Machine-learning prediction of residues driving homotypic transmembrane interactions.


Keywords
bioinformatics, protein, transmembrane, residue, conservation, coevolution, covariance, evolutionary, couplings, polarity, hydrophobicity, randomforest, machinelearning, interface, LIPS, evolution
License
MIT
Install
pip install thoipapy==0.0.4

Documentation

https://raw.githubusercontent.com/bojigu/thoipapy/develop/thoipapy/docs/THOIPA_banner.png

THOIPApy

The Transmembrane HOmodimer Interface Prediction Algorithm (THOIPA) is a machine learning method for the analysis of protein-protein-interactions.

THOIPA predicts transmembrane homodimer interface residues from evolutionary sequence information.
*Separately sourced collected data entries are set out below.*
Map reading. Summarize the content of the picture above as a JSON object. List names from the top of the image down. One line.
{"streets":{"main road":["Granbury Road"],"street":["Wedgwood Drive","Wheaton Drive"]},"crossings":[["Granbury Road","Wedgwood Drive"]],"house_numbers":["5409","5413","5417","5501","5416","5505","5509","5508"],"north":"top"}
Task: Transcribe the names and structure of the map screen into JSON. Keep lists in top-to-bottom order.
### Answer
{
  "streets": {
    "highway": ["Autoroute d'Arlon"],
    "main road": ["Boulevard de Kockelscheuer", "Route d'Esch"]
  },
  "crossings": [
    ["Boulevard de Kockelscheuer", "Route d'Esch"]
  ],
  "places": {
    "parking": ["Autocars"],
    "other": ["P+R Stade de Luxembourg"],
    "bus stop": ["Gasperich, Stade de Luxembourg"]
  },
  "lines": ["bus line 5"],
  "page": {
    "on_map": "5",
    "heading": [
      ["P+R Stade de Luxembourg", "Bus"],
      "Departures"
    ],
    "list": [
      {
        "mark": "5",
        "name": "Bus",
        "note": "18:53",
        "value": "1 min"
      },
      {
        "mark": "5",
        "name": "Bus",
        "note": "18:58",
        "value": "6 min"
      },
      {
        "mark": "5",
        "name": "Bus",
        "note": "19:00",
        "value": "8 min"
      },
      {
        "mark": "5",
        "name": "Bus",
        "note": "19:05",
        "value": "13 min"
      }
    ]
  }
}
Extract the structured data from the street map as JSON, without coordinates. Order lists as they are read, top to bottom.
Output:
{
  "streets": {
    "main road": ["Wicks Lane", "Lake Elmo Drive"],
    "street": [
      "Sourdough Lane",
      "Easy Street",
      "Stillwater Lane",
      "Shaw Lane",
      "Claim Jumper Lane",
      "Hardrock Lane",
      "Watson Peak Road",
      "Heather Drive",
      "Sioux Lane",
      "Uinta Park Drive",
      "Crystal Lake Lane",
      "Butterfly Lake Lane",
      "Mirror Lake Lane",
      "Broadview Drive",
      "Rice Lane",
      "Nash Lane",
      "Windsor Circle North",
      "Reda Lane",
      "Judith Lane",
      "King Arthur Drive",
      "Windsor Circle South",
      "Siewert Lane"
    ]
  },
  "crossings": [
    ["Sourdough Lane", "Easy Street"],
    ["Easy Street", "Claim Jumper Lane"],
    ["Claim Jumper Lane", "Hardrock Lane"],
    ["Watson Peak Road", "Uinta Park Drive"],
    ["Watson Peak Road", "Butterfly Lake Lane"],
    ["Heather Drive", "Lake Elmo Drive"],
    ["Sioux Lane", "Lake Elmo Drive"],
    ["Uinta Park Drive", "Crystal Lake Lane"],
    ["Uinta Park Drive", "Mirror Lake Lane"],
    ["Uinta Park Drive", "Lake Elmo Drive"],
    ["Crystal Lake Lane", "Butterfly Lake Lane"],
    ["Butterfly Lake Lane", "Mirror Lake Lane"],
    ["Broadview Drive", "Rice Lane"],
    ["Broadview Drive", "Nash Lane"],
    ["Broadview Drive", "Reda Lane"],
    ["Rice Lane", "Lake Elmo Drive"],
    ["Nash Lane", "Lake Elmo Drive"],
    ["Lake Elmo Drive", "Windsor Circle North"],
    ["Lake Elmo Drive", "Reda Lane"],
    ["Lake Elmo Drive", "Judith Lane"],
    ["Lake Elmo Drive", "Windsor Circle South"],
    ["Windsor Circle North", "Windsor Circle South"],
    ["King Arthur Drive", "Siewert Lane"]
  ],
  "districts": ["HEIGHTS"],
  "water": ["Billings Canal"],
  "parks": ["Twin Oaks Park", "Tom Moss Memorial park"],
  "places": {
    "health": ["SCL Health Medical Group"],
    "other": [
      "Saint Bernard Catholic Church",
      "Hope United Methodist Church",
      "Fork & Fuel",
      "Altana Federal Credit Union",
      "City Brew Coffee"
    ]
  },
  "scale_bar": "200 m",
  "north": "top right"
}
THOIPA helps predict potential homotypic transmembrane interface residues, which can then be verified experimentally. THOIPA also aids in the energy-based modelling of transmembrane homodimers.

Important links:

How does thoipapy work?

  • downloads protein homologues with BLAST
  • extracts residue properties (e.g. residue conservation and polarity)
  • trains a machine learning classifier
  • validates the prediction performance
  • creates heatmaps of residue properties and THOIPA prediction

Installation

pip install thoipapy

THOIPA has only been tested on Linux, due to reliance on external dependencies such as FreeContact, Phobius, CD-HIT and rate4site. For predictions only, a dockerised version is available that runs on Windows or MacOS. Please see the THOIPA webserver for the latest information.

Dependencies

We recommend the Anaconda python distribution, which contains all the required python modules (numpy, scipy, pandas,biopython and matplotlib). THOIPApy is currently tested for python 3.8.5. The requirements.txt contains a snapshot of compatible dependencies.

Development status

The code has been extensively updated and annotated for public release. However is released "as is" with some known issues, limitations and legacy code.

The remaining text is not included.